In order to achieve the above object, the polyurethane elastic yarn of the present invention employs any of the following means.
(1) A mixed polyol (A) comprising a polyethylene glycol (A1) having a number average molecular weight of 500 or more and 5000 or less and a polymer diol (A2) other than (A1) having a number average molecular weight of 500 or more and 5000 or less, organic A polyurethane elastic yarn comprising a polyurethane polymerized from a diisocyanate compound (B) and a chain extender (C) comprising water and / or a low molecular diol, wherein the polyethylene glycol (A1) and the polymer diol (A2) ) Of the total terminal hydroxyl groups of the organic diisocyanate compound (B) with respect to the terminal isocyanate groups is 5.5 or less, and the weight of the polyethylene glycol (A1) to the polymer diol (A2) The ratio is in the range of 1/9 to 5/5. Urethane elastic yarn.

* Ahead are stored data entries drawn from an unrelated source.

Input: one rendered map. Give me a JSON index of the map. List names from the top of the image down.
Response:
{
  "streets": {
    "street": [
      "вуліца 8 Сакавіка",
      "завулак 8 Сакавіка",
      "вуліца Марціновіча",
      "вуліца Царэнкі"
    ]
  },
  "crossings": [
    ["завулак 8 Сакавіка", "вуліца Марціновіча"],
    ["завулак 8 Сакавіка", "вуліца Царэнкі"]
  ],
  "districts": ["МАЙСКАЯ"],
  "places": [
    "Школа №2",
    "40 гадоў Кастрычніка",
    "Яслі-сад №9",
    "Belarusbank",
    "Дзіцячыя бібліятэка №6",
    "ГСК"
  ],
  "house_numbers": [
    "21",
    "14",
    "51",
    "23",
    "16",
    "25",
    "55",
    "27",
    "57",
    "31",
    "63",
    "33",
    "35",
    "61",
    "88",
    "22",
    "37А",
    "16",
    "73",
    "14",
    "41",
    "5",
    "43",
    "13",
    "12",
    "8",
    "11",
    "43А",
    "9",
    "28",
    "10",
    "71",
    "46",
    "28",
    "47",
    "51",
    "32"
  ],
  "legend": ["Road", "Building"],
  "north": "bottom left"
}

(2) A mixed polyol (A) in which a polyethylene glycol (A1) having a number average molecular weight of 500 or more and 5000 or less and a polymer diol (A2) other than (A1) having a number average molecular weight of 500 or more and 5000 or less are mixed, In producing the polyurethane elastic yarn containing the polyurethane by polymerizing the organic diisocyanate compound (B) and the chain extender (C) comprising water and / or a low molecular diol, the polyethylene glycol (A1 ) And the total terminal hydroxyl group of the polymer diol (A2), the reaction equivalent ratio (molar ratio) of the organic diisocyanate compound (B) to the terminal isocyanate group is 5.5 or less, and the polyethylene glycol (A1) The weight ratio to the polymer diol (A2) is 1/9 to 5/5 Method for producing a polyurethane elastic yarn, characterized in that the 囲内.
(3) A fabric comprising the polyurethane elastic yarn according to (1) or the polyurethane elastic yarn obtained by the production method according to (2).

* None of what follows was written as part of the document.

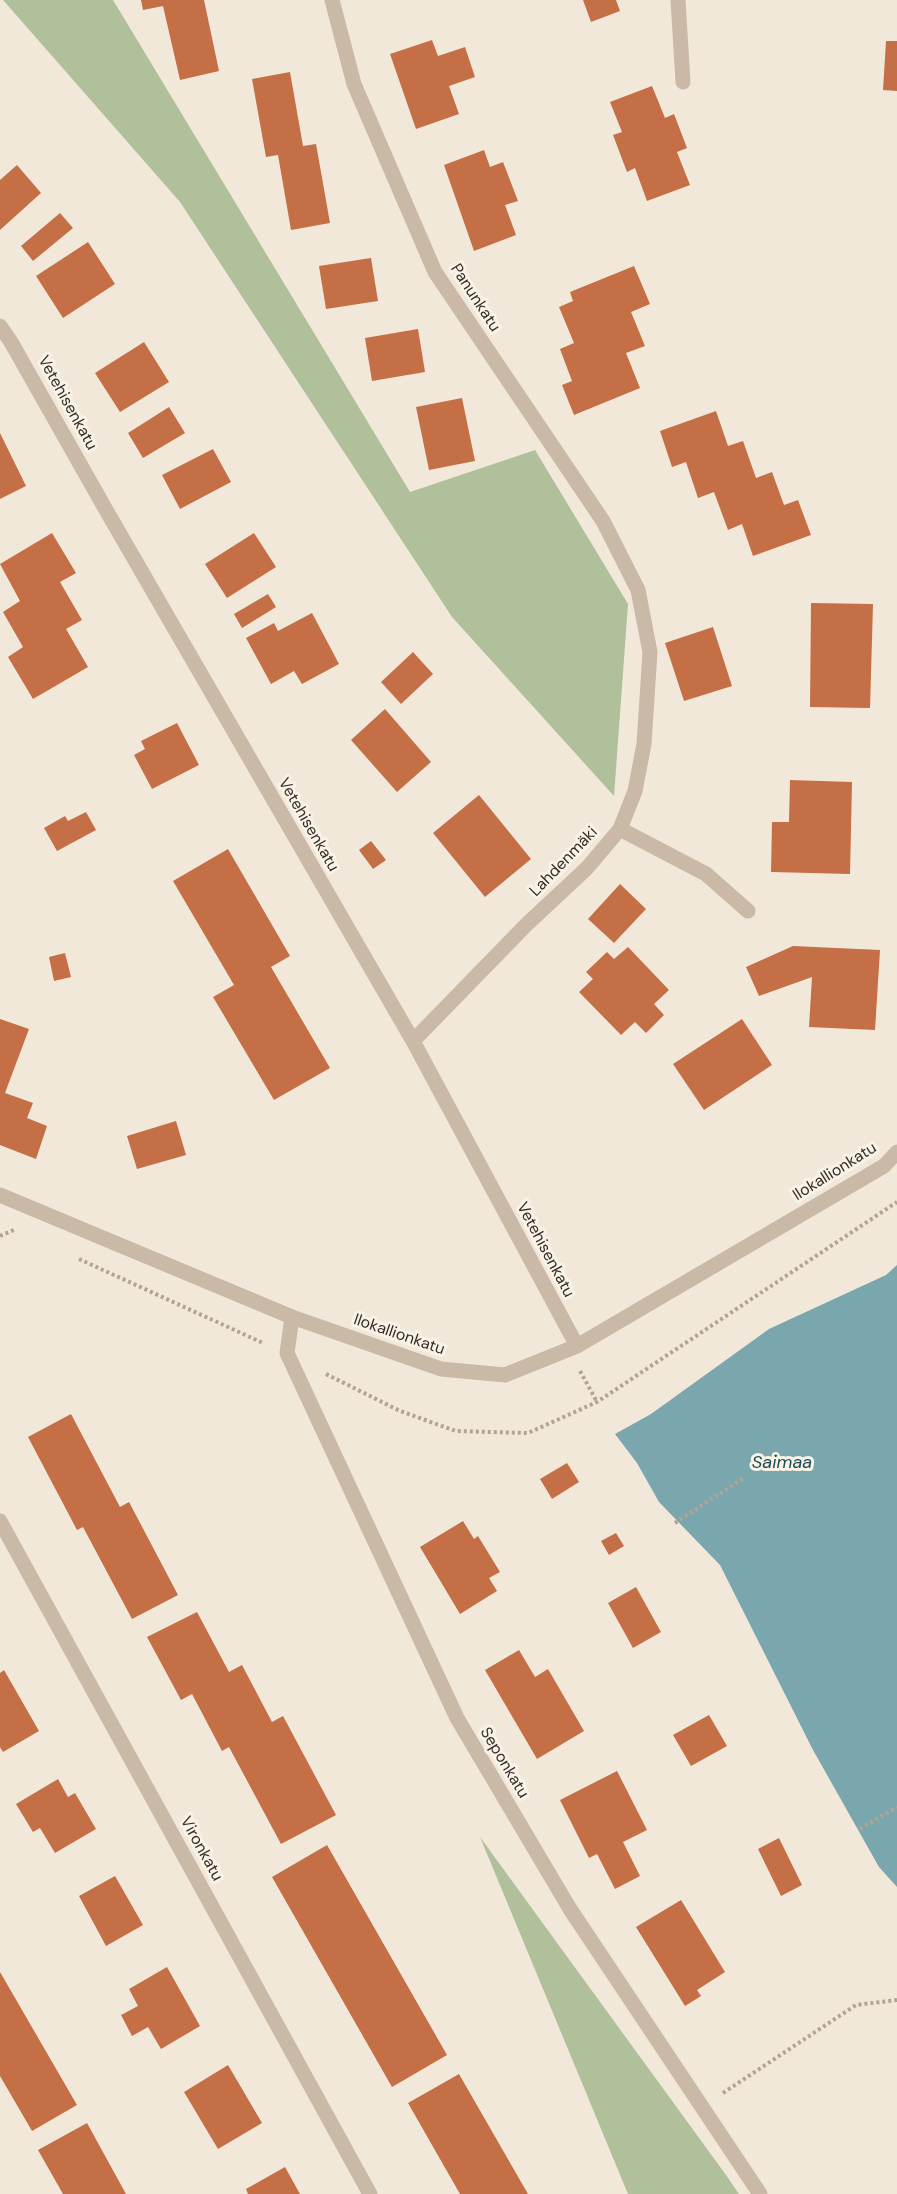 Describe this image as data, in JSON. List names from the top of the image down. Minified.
{"streets":{"street":["Panunkatu","Vetehisenkatu","Lahdenmäki","Ilokallionkatu","Seponkatu","Vironkatu"]},"crossings":[["Panunkatu","Lahdenmäki"],["Vetehisenkatu","Lahdenmäki"],["Vetehisenkatu","Ilokallionkatu"]],"water":["Saimaa"]}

(4) A circular knitted fabric comprising the polyurethane elastic yarn according to (1) or the polyurethane elastic yarn obtained by the production method according to (2).
(5) A tights comprising the polyurethane elastic yarn according to (1) or the polyurethane elastic yarn obtained by the production method according to (2).
本発明のポリウレタン弾性糸は、吸湿発熱性に優れるとともに、着脱性、着用感、外観に優れ、ストッキング、タイツ等に好適なものとなる。 The polyurethane elastic yarn of the present invention is excellent in moisture absorption exothermic property, and is excellent in detachability, wearing feeling and appearance, and is suitable for stockings, tights and the like.
本発明におけるポリウレタン弾性糸は、数平均分子量が500以上5000以下であるポリエチレングリコール(A1)および数平均分子量が500以上5000以下である前記(A1)以外の高分子ジオール(A2)からなる混合ポリオール(A)、有機ジイソシアネート化合物(B)、ならびに鎖伸長剤(C)から重合されたポリウレタンからなるものであり、前記ポリエチレングリコール(A1)および前記高分子ジオール(A2)の合計末端水酸基の、前記有機ジイソシアネート化合物(B)の末端イソシアネート基に対する反応当量比(モル比)が5.5以下で、かつ、前記ポリエチレングリコール(A1)の前記高分子ジオール(A2)に対する重量比が1/9〜5/5の範囲内である。 The polyurethane elastic yarn in the present invention is a mixed polyol comprising polyethylene glycol (A1) having a number average molecular weight of 500 or more and 5000 or less and a polymer diol (A2) other than (A1) having a number average molecular weight of 500 or more and 5000 or less. (A), a polyurethane polymerized from an organic diisocyanate compound (B), and a chain extender (C), the total terminal hydroxyl groups of the polyethylene glycol (A1) and the polymer diol (A2), The reaction equivalent ratio (molar ratio) of the organic diisocyanate compound (B) to the terminal isocyanate group is 5.5 or less, and the weight ratio of the polyethylene glycol (A1) to the polymer diol (A2) is 1/9 to 5 Within the range of / 5.
ここで、本発明におけるポリウレタンを構成する代表的な構造単位について述べる。 Here, typical structural units constituting the polyurethane in the present invention will be described.
ポリウレタンを構成する構造単位の高分子ポリオールとしては、ポリエチレングリコール(A1)と、(A1)以外の高分子ポリオール(A2)の2種類のポリマージオールを用いる。 As the polymer polyol of the structural unit constituting the polyurethane, two kinds of polymer diols of polyethylene glycol (A1) and polymer polyol (A2) other than (A1) are used.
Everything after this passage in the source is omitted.